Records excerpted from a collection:

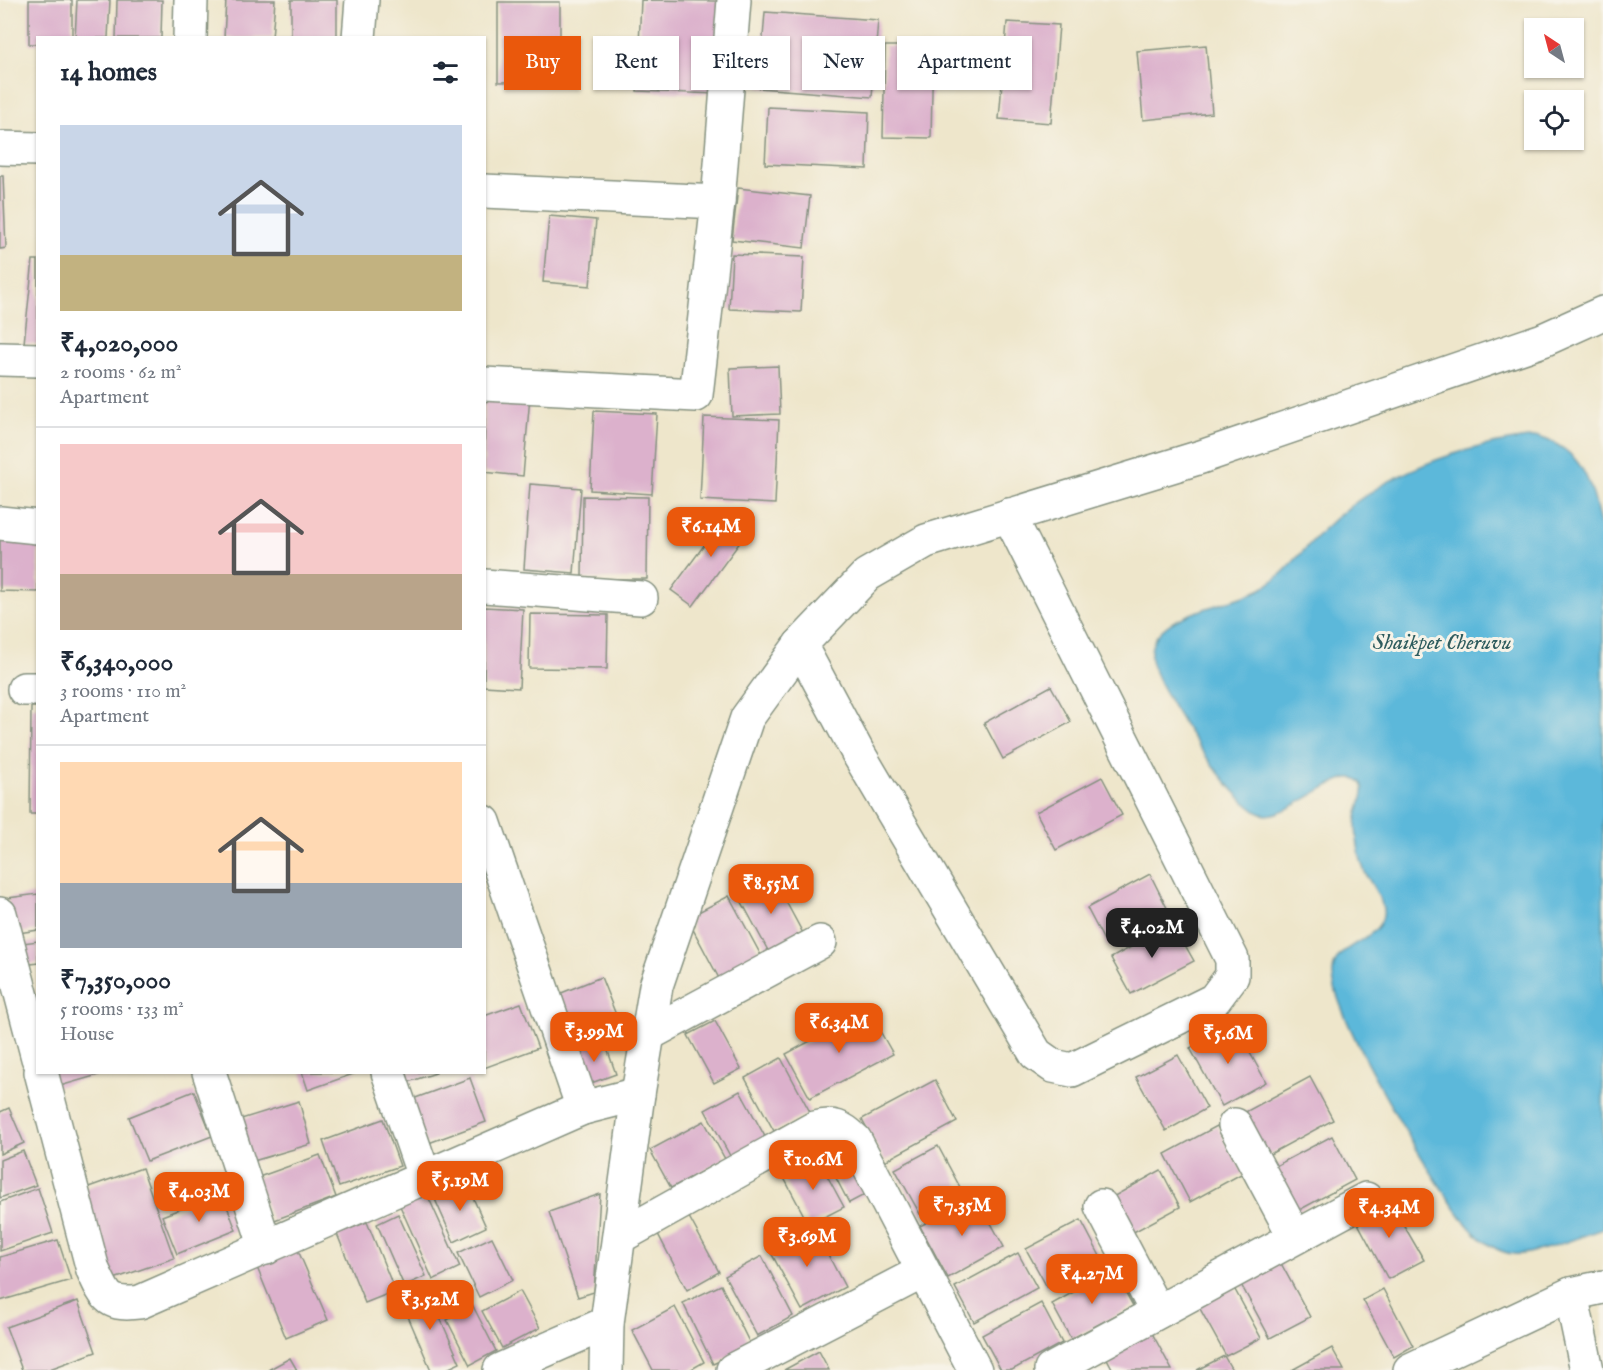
<!DOCTYPE html>
<html lang="en">
<head>
<meta charset="utf-8">
<style>
	:root { --surface:#fff; --page:#f6f6f7; --text:#1f2937; --muted:#747a83; --line:#e0e1e3; --accent:#ea580c }
	body { margin:0; font-family:"IM FELL English",serif; background:var(--page); color:var(--text); height:100vh; display:flex; flex-direction:column; font-size:22px; white-space:nowrap }
	* { box-sizing:border-box; margin:0 }
	p { font-size:20px; color:var(--muted) }
	.icon { flex:none; width:33px; height:33px; fill:none; stroke:currentColor; stroke-width:2; stroke-linecap:round; stroke-linejoin:round }
	.map { position:relative; flex:1; overflow:hidden }
	.side { position:absolute; left:36px; top:36px; width:450px; height:1038px; display:flex; flex-direction:column; background:var(--surface); border-radius:0px; box-shadow:0 2px 4px #0004 }
	.side>* { flex:none }
	.banner { position:absolute; left:504px; top:36px; width:570px; height:54px; display:flex; gap:12px }
	.needle { width:39px; rotate:324deg }
	.tools { position:absolute; left:1524px; top:18px; display:grid; gap:12px }
	.tools a { display:grid; place-items:center; width:60px; height:60px; border-radius:0px; background:var(--surface); box-shadow:0 2px 4px #0004; font-size:30px }
	.price { position:absolute; translate:-50% -51px; padding:0 14px; border-radius:12px; background:var(--accent); color:#fff; font-size:20px; line-height:39px; filter:drop-shadow(0 2px 3px #0008) }
	.price::after { content:''; position:absolute; left:50%; top:36px; width:18px; height:14px; margin-left:-9px; background:inherit; clip-path:polygon(0 0,100% 0,50% 100%) }
	.price.on { background:#222; color:#fff }
	ul { padding:0; list-style:none }
	li { display:grid; align-content:center; gap:12px; height:318px; padding:0 24px }
	li+li { border-top:2px solid var(--line) }
	li span { display:grid; place-items:center; height:186px; border-radius:0px; color:#555 }
	li>.icon { margin-inline-start:auto }
	span .icon { width:108px; height:108px; fill:#fffc; stroke-width:1 }
	li b { font-size:26px }
	h2 { display:flex; justify-content:space-between; align-items:center; height:72px; padding:0 24px; font-size:26px }
	.pill { padding:0 21px; border-radius:0px; background:var(--surface); box-shadow:0 2px 4px #0004; font-size:21px; line-height:54px }
	.pill.on { background:var(--accent); color:#fff }
	.map>svg:first-child { display:block }
	.water { fill:#5cb8da; stroke:#3e7a87; stroke-width:1.5 }
	.building { fill:#dcb1cc }
	.lines { fill:none; stroke-linecap:round; stroke-linejoin:round }
	.street-casing { stroke:#869280; stroke-width:36 }
	.street { stroke:#fff; stroke-width:33 }
	.labels { text-anchor:middle; stroke-width:6; stroke-linejoin:round; paint-order:stroke }
	.water-label { font-size:22px; font-style:italic; fill:#2e5c5e; stroke:#f7f3e8 }
</style>
</head>
<body>
<div class="map">
<svg width="1603" height="1370" viewBox="0 0 1603 1370">
	<rect width="100%" height="100%" fill="#f7f3e8"/>
	<filter id="ink" filterUnits="userSpaceOnUse"><feTurbulence type="fractalNoise" baseFrequency=".0167" numOctaves="2"/><feDisplacementMap in="SourceGraphic" scale="12" xChannelSelector="R" yChannelSelector="G"/><feConvolveMatrix kernelMatrix="1 2 1 2 8 2 1 2 1" color-interpolation-filters="sRGB"/></filter>
	<filter id="wash" filterUnits="userSpaceOnUse"><feTurbulence type="fractalNoise" baseFrequency=".008" numOctaves="4" result="noise"/><feDisplacementMap in="SourceGraphic" scale="24" xChannelSelector="R" yChannelSelector="G"/><feGaussianBlur stdDeviation="1.35" result="paint"/><feColorMatrix in="noise" values="0 0 0 0 0 0 0 0 0 0 0 0 0 0 0 0 0 1.4 0 .05"/><feComposite in="paint" operator="in"/></filter>
	<g filter="url(#wash)">
		<rect width="100%" height="100%" fill="#eee6cb"/>
		<path class="water" d="M1538,437C1589,451 1593,493 1603,538V1229C1582,1236 1533,1256 1514,1254C1498,1253 1481,1240 1471,1229C1441,1195 1329,1013 1333,972C1335,942 1377,943 1383,916C1386,901 1369,883 1364,870C1359,857 1357,842 1356,828C1355,814 1366,793 1363,786C1351,755 1289,822 1262,814C1234,806 1155,688 1151,659C1146,611 1232,607 1263,588C1288,572 1304,548 1325,528C1382,473 1460,445 1538,437Z"/>
		<g id="blocks">
			<g class="building">
				<path d="M29,0H72V38H38V44H29Z"/>
				<path d="M77,0H110L108,38H75Z"/>
				<path d="M117,0H162L161,38H116Z"/>
				<path d="M226,0H275L272,38H224Z"/>
				<rect x="291" y="0" width="46" height="38"/>
				<path d="M641,0L720,1L717,94L637,91Z"/>
				<path d="M498,2H560V81L498,82Z"/>
				<path d="M765,12L878,20L872,97L759,88Z"/>
				<path d="M1007,22L1059,25L1051,123L999,119Z"/>
				<path d="M1206,45L1212,113L1143,120L1137,51Z"/>
				<path d="M885,46H933L931,138L883,137Z"/>
				<path d="M768,107L869,112L867,169L765,164Z"/>
				<path d="M0,176H3L6,248L0,249Z"/>
				<path d="M738,188L810,196L804,248L732,240Z"/>
				<path d="M549,216L596,220L590,286L543,282Z"/>
				<path d="M732,254L804,257L801,312L729,309Z"/>
				<path d="M33,260H38V344L24,343Z"/>
				<path d="M778,366L780,414L732,416L730,368Z"/>
				<path d="M485,393L530,397L523,476L484,472Z"/>
				<path d="M594,411L657,414L652,494L590,490Z"/>
				<path d="M704,417L779,420L775,504L700,500Z"/>
				<path d="M530,484L581,488L574,573L524,569Z"/>
				<path d="M583,496L648,497L647,579H582Z"/>
				<path d="M730,510L752,526L693,606L671,590Z"/>
				<path d="M0,530L38,531V592L0,591Z"/>
				<path d="M484,607L523,609L519,688L484,686Z"/>
				<path d="M530,614L608,615L607,669L529,668Z"/>
				<path d="M1051,686L1071,722L1003,759L984,723Z"/>
				<path d="M31,707H38V814H30Z"/>
				<path d="M1102,777L1122,815L1056,850L1036,812Z"/>
				<path d="M771,874L805,937L771,956L737,893Z"/>
				<path d="M1150,874L1169,912L1107,946L1087,908Z"/>
				<path d="M38,894V930L12,934L8,898Z"/>
				<path d="M729,896L763,959L721,982L687,918Z"/>
				<path d="M1173,924L1194,961L1131,994L1111,958Z"/>
				<path d="M38,941V963L18,966L15,944Z"/>
				<path d="M601,977L620,1025L573,1044L554,996Z"/>
				<path d="M521,1003L538,1048L484,1068V1016Z"/>
				<path d="M868,1010L893,1054L810,1098L786,1054Z"/>
				<path d="M715,1021L741,1069L714,1083L688,1035Z"/>
				<path d="M1234,1024L1266,1082L1222,1106L1190,1048Z"/>
				<path d="M604,1040L616,1074L583,1086L571,1052Z"/>
				<path d="M1178,1055L1207,1108L1166,1131L1136,1077Z"/>
				<path d="M781,1058L810,1112L774,1131L745,1078Z"/>
				<path d="M49,1072H105V1073L53,1088Z"/>
				<path d="M302,1072H356V1073L308,1090Z"/>
				<path d="M398,1072H436V1073L402,1084Z"/>
				<path d="M1310,1077L1333,1120L1261,1159L1238,1116Z"/>
				<path d="M470,1078L486,1122L426,1144L410,1100Z"/>
				<path d="M935,1080L957,1122L885,1161L862,1119Z"/>
				<path d="M194,1091L212,1136L147,1161L129,1117Z"/>
				<path d="M740,1091L769,1144L734,1163L705,1110Z"/>
				<path d="M299,1101L311,1144L250,1162L238,1120Z"/>
				<path d="M9,1108L24,1143L0,1154V1112Z"/>
				<path d="M383,1119L400,1166L339,1187L323,1141Z"/>
				<path d="M704,1121L725,1159L671,1188L650,1150Z"/>
				<path d="M1217,1126L1243,1173L1190,1202L1165,1154Z"/>
				<path d="M1332,1136L1355,1180L1290,1215L1266,1171Z"/>
				<path d="M845,1146L870,1192L849,1203L825,1157Z"/>
				<path d="M938,1146L962,1191L920,1214L895,1169Z"/>
				<path d="M23,1151L36,1185L0,1198V1160Z"/>
				<path d="M320,1155L336,1197L272,1221L256,1178Z"/>
				<path d="M817,1157L844,1207L809,1225L783,1176Z"/>
				<path d="M142,1168L174,1258L114,1279L83,1189Z"/>
				<path d="M1161,1170L1180,1207L1128,1235L1109,1199Z"/>
				<path d="M466,1182L486,1227L454,1242L434,1197Z"/>
				<path d="M38,1188L53,1233L0,1251V1202Z"/>
				<path d="M222,1193L236,1230L177,1254L162,1216Z"/>
				<path d="M427,1194L460,1267L433,1280L400,1206Z"/>
				<path d="M600,1194L594,1292L578,1297L549,1212Z"/>
				<path d="M976,1196L1004,1247L948,1278L920,1226Z"/>
				<path d="M1388,1198L1424,1260L1388,1279L1354,1216Z"/>
				<path d="M398,1214L426,1276L404,1286L377,1224Z"/>
				<path d="M689,1217L719,1272L687,1290L658,1234Z"/>
				<path d="M1081,1220L1101,1258L1047,1287L1026,1249Z"/>
				<path d="M367,1222L395,1291L365,1303L337,1234Z"/>
				<path d="M813,1226L845,1287L802,1310L769,1249Z"/>
				<path d="M492,1237L513,1280L479,1297L458,1253Z"/>
				<path d="M58,1240L71,1280L0,1301V1257Z"/>
				<path d="M297,1248L328,1320L286,1338L256,1265Z"/>
				<path d="M1018,1253L1037,1288L974,1322L955,1287Z"/>
				<path d="M762,1256L793,1316L757,1336L725,1276Z"/>
				<path d="M1277,1256L1310,1317L1270,1338L1237,1277Z"/>
				<path d="M1113,1270L1133,1306L1071,1339L1052,1304Z"/>
				<path d="M1228,1277L1261,1338L1226,1356L1193,1296Z"/>
				<path d="M721,1285L751,1346L713,1364L683,1303Z"/>
				<path d="M427,1288L460,1363L445,1370H431L401,1300Z"/>
				<path d="M1383,1289L1413,1346L1394,1357L1363,1300Z"/>
				<path d="M520,1291L540,1328L502,1348L482,1311Z"/>
				<path d="M78,1301L96,1352L47,1370H22L6,1327Z"/>
				<path d="M1041,1303L1062,1343L1012,1370H1001L982,1335Z"/>
				<path d="M473,1306L496,1351L470,1365L447,1320Z"/>
				<path d="M675,1307L704,1362L690,1370H653L632,1330Z"/>
				<path d="M1146,1322L1172,1370H1113L1101,1347Z"/>
				<path d="M1332,1348L1344,1370H1292Z"/>
				<path d="M819,1351L829,1370H784Z"/>
				<path d="M1224,1356L1232,1370H1197Z"/>
				<path d="M290,1358L297,1370H268Z"/>
			</g>
		</g>
	</g>
	<g filter="url(#ink)">
		<use href="#blocks" fill-opacity="0" stroke="#869280" stroke-width="1.5"/>
		<g class="lines">
			<defs>
				<g id="street">
					<path d="M190,38L191,0"/>
					<path d="M359,38L362,0"/>
					<path d="M0,148L38,149"/>
					<path d="M484,191L718,202"/>
					<path d="M0,359L38,360"/>
					<path d="M484,384L696,395L718,202L734,0"/>
					<path d="M0,523L38,527"/>
					<path d="M484,586L641,598"/>
					<path d="M800,645L858,753L1036,1054L1053,1066L1072,1070L1214,1000L1232,976V959L1009,515"/>
					<path d="M24,689H38"/>
					<path d="M484,822L583,1108"/>
					<path d="M0,914L38,1058"/>
					<path d="M647,1035L820,942"/>
					<path d="M41,1072L93,1270C106,1298 108,1306 140,1302L583,1108L638,1094"/>
					<path d="M209,1072L266,1248"/>
					<path d="M388,1072L424,1176"/>
					<path d="M1235,1125L1295,1237"/>
					<path d="M1101,1206L1157,1312"/>
					<path d="M621,1236L815,1128C833,1123 842,1127 855,1140L975,1370"/>
					<path d="M1571,1294L1587,1370"/>
					<path d="M500,1370L607,1323"/>
					<path d="M606,1370L607,1323L638,1094L656,986L747,718L800,645L867,575L926,541L1201,457L1543,340L1603,313"/>
					<path d="M733,1370L922,1272"/>
					<path d="M1051,1370L1366,1199"/>
					<path d="M1410,1370L1571,1294L1603,1287"/>
				</g>
			</defs>
			<use href="#street" class="street-casing"/>
			<use href="#street" class="street"/>
		</g>
	</g>
	<g class="labels">
		<g class="water-label">
			<text x="1442" y="649">Shaikpet Cheruvu</text>
		</g>
	</g>
</svg>
<div class="tools">
<a><svg class="needle" viewBox="-14 -14 28 28"><path d="M0-13l5 13h-10z" fill="#e53935"/><path d="M0 13l5-13h-10z" fill="#747a83"/></svg></a>
<a><svg class="icon" aria-label="locate" viewBox="0 0 24 24"><circle cx="12" cy="12" r="6"/><path d="M12 2v4M12 18v4M2 12h4M18 12h4"/></svg></a>
</div>
<b class="price" style="left:711px;top:558px">₹6.14M</b>
<b class="price" style="left:771px;top:915px">₹8.55M</b>
<b class="price on" style="left:1152px;top:959px">₹4.02M</b>
<b class="price" style="left:839px;top:1054px">₹6.34M</b>
<b class="price" style="left:594px;top:1063px">₹3.99M</b>
<b class="price" style="left:1228px;top:1065px">₹5.6M</b>
<b class="price" style="left:813px;top:1191px">₹10.6M</b>
<b class="price" style="left:460px;top:1212px">₹5.19M</b>
<b class="price" style="left:199px;top:1223px">₹4.03M</b>
<b class="price" style="left:962px;top:1237px">₹7.35M</b>
<b class="price" style="left:1389px;top:1239px">₹4.34M</b>
<b class="price" style="left:807px;top:1268px">₹3.69M</b>
<b class="price" style="left:1092px;top:1305px">₹4.27M</b>
<b class="price" style="left:430px;top:1331px">₹3.52M</b>
<div class="banner">
<a class="pill on">Buy</a>
<a class="pill">Rent</a>
<a class="pill">Filters</a>
<a class="pill">New</a>
<a class="pill">Apartment</a>
</div>
<section class="side">
<h2>14 homes<svg class="icon" aria-label="filters" viewBox="0 0 24 24"><path d="M4 7h16M4 17h16"/><circle cx="9" cy="7" r="2"/><circle cx="15" cy="17" r="2"/></svg></h2>
<ul>
<li><span style="background:linear-gradient(#c9d6e8 70%,#c2b280 0)"><svg class="icon" aria-label="home" viewBox="0 0 24 24"><path d="M3 11l9-7 9 7M6 9v11h12V9"/></svg></span><div><b>₹4,020,000</b><p>2 rooms · 62 m²</p><p>Apartment</p></div></li>
<li><span style="background:linear-gradient(#f6c9c9 70%,#b9a48a 0)"><svg class="icon" aria-label="home" viewBox="0 0 24 24"><path d="M3 11l9-7 9 7M6 9v11h12V9"/></svg></span><div><b>₹6,340,000</b><p>3 rooms · 110 m²</p><p>Apartment</p></div></li>
<li><span style="background:linear-gradient(#ffd9b3 65%,#9aa5b1 0)"><svg class="icon" aria-label="home" viewBox="0 0 24 24"><path d="M3 11l9-7 9 7M6 9v11h12V9"/></svg></span><div><b>₹7,350,000</b><p>5 rooms · 133 m²</p><p>House</p></div></li>
</ul>
</section>
</div>
</body>
</html>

What to work on >> In the records above, which lines hold the string "padding"? Copy each one.

Response to this task >>
	.price { position:absolute; translate:-50% -51px; padding:0 14px; border-radius:12px; background:var(--accent); color:#fff; font-size:20px; line-height:39px; filter:drop-shadow(0 2px 3px #0008) }
	ul { padding:0; list-style:none }
	li { display:grid; align-content:center; gap:12px; height:318px; padding:0 24px }
	h2 { display:flex; justify-content:space-between; align-items:center; height:72px; padding:0 24px; font-size:26px }
	.pill { padding:0 21px; border-radius:0px; background:var(--surface); box-shadow:0 2px 4px #0004; font-size:21px; line-height:54px }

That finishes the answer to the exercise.